EXERCISE DETAILS:
Locate and copy each line in the data that contains the word "readable".

INFORMATION GIVEN:
──────────

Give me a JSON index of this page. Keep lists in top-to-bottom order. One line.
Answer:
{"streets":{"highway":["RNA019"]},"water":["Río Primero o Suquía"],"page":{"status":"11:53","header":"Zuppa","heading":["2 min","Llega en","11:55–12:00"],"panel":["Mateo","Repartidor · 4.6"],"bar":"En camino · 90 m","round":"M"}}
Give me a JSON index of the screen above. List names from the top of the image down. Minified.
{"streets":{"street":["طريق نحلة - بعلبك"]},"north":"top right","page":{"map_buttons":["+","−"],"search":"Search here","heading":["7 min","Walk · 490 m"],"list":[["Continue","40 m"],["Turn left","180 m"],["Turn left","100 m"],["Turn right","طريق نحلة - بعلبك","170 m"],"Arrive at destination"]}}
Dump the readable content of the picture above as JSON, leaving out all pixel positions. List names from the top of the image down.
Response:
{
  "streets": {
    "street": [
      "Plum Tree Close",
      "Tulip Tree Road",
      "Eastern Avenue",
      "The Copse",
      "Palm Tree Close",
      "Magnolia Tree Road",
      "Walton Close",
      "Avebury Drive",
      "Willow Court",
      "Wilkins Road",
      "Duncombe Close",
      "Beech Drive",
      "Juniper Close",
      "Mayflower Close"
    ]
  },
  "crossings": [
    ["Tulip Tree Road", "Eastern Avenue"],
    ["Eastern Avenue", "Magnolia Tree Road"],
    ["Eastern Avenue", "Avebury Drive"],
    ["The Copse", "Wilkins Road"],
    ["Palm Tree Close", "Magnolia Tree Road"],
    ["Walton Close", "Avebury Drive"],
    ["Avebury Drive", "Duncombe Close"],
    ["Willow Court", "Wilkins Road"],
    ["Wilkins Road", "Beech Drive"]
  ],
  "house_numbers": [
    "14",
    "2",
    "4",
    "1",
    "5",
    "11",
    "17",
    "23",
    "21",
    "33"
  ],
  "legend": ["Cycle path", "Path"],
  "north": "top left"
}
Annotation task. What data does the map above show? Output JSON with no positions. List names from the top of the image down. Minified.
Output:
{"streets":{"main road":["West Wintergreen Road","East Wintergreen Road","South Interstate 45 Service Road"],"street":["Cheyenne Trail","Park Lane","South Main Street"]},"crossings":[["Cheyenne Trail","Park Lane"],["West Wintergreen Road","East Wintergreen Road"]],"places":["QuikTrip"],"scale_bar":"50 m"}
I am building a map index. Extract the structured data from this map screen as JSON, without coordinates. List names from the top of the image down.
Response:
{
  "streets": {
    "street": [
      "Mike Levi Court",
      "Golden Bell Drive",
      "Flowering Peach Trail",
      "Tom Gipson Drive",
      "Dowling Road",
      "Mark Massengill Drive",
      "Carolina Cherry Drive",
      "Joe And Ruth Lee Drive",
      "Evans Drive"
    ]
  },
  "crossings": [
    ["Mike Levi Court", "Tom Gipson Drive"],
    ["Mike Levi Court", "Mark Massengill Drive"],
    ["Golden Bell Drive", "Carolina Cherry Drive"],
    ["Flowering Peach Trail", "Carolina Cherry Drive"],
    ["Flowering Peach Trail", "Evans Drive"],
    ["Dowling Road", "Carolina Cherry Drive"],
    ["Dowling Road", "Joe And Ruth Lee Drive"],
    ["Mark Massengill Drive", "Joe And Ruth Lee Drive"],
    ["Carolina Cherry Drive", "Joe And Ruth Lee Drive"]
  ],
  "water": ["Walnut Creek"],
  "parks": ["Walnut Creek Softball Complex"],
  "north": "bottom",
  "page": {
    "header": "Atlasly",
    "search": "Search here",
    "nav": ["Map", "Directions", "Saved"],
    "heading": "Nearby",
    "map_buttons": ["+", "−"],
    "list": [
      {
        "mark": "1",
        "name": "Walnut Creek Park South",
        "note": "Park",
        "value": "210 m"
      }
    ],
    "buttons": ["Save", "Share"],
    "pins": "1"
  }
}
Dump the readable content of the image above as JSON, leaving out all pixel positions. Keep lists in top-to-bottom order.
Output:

──────────

TASK SOLUTION:
Dump the readable content of the picture above as JSON, leaving out all pixel positions. List names from the top of the image down.
Dump the readable content of the image above as JSON, leaving out all pixel positions. Keep lists in top-to-bottom order.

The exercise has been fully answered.